As you might assume, having your work published can feel invigorating, further inspiring you to keep writing and broadening your portfolio. But we believe there’s more to just writing for self-affirmation. Writing should be reflective and transformative, and we hope you’ll find this to be true as you write and before submitting your work to our platform.
Here are three tips to consider while writing:
- Embed emotion into your writing. Help readers understand (to an extent) what you went through in your chosen experience, whether that be a positive or negative emotion. Who knows, perhaps the reader might deeply resonate with what you’re writing about.
- Think about who’s reading your story. Our website receives hundreds of visitors a week from international and domestic backgrounds, consisting of students, postgraduates, or those who veered away from education. In connection with our first tip, being able to convey your emotions through writing is extremely important. blue bean is about educating to create awareness, so make sure your story, which is potentially going to be read by thousands of visitors, makes an impact on each and every reader.
- Include vivid descriptions and imagery. Be as descriptive as humanly possible. Editors can take away details that they feel are unnecessary, but can’t add anything you don’t include. Dig deep and you may be surprised at what surfaces.

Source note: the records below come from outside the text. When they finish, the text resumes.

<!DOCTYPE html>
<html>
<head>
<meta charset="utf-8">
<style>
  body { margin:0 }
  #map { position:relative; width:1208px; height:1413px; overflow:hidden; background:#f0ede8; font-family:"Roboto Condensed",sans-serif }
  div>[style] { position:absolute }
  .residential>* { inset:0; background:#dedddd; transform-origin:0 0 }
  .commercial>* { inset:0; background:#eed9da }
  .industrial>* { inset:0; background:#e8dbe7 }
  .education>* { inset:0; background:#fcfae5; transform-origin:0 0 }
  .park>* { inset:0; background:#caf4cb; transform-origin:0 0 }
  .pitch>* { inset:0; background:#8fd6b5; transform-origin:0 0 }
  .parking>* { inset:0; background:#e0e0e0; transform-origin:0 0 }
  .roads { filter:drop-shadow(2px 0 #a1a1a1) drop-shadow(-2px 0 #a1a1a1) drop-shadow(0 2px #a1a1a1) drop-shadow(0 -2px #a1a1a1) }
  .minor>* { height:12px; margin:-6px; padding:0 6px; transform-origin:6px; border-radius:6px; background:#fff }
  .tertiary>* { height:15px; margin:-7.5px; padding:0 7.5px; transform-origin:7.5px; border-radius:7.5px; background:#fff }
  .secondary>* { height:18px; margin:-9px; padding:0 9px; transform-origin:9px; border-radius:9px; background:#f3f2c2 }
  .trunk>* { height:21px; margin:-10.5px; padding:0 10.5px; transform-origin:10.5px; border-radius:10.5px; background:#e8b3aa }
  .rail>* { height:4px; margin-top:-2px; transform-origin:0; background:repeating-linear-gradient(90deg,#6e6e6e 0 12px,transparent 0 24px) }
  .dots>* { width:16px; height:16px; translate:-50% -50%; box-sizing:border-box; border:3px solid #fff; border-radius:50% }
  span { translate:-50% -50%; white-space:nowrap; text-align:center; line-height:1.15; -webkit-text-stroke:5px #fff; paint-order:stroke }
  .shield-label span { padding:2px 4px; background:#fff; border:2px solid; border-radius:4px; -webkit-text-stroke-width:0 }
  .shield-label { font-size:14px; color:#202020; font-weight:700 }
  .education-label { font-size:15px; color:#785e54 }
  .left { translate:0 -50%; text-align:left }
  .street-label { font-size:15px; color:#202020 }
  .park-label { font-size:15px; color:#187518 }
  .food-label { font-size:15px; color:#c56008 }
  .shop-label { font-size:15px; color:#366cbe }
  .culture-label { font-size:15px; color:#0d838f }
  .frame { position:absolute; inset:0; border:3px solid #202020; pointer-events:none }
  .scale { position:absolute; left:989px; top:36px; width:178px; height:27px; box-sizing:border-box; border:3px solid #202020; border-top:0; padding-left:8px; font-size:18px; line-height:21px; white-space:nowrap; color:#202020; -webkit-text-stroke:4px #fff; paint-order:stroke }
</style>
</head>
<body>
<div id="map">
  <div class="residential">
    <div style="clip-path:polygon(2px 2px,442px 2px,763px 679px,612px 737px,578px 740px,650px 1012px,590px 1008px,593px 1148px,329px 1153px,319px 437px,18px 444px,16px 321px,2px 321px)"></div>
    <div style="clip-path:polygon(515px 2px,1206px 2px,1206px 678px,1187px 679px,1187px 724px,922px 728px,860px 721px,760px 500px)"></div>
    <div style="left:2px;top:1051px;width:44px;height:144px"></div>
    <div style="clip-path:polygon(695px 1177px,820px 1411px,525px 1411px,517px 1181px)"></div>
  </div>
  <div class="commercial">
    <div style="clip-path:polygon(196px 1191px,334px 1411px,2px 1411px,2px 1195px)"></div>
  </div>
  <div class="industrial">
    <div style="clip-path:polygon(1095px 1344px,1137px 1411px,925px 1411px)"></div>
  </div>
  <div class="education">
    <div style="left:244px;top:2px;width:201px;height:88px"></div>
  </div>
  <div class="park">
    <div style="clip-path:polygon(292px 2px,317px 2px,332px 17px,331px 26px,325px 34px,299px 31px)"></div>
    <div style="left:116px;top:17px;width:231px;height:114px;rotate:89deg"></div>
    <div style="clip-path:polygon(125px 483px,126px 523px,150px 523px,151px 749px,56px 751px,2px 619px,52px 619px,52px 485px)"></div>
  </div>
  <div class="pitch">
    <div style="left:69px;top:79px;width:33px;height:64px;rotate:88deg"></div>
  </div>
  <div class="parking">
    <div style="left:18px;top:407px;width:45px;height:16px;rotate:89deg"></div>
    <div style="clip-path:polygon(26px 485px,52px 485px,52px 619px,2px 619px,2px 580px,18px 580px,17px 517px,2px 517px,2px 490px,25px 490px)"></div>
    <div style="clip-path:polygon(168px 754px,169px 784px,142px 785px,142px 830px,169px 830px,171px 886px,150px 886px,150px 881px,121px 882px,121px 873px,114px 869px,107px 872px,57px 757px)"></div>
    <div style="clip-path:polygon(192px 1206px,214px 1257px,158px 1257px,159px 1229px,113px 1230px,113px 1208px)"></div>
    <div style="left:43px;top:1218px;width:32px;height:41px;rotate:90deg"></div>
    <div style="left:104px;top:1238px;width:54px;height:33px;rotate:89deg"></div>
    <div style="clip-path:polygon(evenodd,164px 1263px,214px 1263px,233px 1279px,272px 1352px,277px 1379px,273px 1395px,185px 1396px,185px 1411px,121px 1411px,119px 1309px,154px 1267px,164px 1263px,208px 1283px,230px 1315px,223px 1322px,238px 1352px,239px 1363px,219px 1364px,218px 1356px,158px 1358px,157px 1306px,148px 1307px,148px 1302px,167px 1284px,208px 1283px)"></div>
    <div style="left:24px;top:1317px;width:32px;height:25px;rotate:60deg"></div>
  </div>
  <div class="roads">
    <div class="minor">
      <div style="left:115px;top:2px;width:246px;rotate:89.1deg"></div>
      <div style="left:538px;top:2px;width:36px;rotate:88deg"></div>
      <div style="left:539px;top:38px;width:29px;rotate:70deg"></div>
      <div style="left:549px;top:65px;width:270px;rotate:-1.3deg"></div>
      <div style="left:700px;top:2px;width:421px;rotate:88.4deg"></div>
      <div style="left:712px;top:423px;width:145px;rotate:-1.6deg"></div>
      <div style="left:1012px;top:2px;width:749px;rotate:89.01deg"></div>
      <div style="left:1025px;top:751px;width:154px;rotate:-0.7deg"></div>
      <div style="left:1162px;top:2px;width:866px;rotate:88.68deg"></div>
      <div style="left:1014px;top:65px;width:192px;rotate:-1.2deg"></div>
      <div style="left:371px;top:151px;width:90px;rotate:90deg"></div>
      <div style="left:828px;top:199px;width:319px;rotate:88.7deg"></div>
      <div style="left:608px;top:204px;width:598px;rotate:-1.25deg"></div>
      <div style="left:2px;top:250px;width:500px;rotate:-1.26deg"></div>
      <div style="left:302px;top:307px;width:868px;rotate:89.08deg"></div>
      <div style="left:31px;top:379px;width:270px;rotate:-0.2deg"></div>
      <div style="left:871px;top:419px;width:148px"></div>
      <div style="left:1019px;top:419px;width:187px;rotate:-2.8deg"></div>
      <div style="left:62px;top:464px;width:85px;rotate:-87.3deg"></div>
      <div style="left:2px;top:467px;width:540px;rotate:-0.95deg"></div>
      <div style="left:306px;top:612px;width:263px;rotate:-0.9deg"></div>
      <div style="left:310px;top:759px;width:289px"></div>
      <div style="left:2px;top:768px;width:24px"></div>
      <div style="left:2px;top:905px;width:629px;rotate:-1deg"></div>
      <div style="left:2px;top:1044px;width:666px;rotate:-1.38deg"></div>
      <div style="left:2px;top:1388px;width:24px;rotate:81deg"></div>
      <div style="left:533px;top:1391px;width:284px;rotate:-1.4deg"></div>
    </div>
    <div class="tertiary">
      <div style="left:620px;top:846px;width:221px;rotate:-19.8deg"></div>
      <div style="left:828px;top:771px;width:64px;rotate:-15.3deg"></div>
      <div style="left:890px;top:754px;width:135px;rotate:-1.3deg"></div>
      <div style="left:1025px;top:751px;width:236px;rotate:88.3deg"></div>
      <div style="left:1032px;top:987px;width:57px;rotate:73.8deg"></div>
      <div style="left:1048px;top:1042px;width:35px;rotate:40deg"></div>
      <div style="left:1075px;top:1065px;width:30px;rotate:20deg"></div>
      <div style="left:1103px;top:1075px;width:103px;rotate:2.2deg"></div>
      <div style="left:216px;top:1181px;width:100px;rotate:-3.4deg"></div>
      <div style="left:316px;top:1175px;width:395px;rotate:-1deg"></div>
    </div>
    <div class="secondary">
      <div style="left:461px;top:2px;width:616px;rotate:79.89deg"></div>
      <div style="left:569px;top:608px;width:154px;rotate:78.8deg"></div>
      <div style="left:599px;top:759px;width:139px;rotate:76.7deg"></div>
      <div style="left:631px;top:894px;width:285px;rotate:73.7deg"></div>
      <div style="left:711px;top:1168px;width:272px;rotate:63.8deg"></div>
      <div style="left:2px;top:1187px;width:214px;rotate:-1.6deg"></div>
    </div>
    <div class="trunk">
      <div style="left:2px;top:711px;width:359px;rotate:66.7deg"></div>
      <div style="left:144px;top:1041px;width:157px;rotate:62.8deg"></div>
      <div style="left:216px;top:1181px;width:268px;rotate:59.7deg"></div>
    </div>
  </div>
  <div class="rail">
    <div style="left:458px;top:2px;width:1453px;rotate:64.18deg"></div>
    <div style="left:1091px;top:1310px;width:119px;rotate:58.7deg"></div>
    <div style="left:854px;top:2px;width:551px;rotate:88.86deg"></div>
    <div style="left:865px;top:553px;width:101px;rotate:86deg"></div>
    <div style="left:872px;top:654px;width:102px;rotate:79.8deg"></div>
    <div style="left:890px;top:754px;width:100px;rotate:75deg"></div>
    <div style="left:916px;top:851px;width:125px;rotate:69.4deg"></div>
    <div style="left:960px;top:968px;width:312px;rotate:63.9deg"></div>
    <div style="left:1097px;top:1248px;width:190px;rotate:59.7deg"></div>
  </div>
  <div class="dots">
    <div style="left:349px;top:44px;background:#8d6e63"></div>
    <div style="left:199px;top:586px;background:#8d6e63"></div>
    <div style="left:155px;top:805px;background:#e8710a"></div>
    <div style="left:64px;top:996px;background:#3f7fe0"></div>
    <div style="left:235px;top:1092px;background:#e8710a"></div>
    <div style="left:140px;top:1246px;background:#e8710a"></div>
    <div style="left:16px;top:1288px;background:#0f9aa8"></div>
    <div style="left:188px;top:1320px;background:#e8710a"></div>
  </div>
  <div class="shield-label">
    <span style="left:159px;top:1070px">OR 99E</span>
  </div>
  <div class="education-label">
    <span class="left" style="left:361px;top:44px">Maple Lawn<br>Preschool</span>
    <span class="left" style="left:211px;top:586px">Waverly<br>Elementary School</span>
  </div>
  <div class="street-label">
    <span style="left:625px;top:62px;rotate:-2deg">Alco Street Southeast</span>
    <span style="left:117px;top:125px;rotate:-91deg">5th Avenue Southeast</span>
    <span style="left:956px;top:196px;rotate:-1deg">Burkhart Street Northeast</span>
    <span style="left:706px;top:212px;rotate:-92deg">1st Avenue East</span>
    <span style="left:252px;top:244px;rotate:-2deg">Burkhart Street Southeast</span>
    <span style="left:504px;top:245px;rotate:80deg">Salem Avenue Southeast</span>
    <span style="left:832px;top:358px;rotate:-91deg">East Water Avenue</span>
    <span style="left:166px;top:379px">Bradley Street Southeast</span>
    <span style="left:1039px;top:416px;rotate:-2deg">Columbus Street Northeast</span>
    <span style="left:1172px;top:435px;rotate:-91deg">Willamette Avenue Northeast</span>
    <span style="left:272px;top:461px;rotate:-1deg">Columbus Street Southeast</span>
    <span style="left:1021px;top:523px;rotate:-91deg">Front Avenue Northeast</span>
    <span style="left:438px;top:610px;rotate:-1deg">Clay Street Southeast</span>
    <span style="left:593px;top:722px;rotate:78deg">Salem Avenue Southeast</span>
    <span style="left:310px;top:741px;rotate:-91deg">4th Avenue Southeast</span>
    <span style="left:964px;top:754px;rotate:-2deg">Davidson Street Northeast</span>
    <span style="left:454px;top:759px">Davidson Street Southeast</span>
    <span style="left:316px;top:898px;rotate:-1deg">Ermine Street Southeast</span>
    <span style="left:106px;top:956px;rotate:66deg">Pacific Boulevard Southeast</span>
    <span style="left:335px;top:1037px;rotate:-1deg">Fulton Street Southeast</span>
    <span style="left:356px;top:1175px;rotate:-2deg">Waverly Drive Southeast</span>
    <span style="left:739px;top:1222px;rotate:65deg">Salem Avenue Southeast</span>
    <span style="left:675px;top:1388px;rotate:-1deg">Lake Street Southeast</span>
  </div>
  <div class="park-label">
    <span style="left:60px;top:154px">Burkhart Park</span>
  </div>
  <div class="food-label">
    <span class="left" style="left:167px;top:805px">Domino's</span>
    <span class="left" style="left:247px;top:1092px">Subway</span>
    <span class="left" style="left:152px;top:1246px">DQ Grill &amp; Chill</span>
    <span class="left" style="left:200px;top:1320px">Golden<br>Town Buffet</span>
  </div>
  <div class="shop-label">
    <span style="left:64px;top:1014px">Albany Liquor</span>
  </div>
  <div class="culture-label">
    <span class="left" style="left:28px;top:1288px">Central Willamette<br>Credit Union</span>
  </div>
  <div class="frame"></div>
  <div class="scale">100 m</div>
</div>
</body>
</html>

Know that sometimes, readers cannot fully understand how a writer felt when living through their story. Experiences are individual, so convey your narrative in a way that allows the reader to take away a partial understanding of how you felt when going through your chosen experience, so that they might use what they read to understand a group, community, or even themselves better.
Good luck! Whether you’re using this guide to help strengthen your story for blue bean or elsewhere, we hope you learned even a little bit more about how to make your piece as effective and impactful as it can be.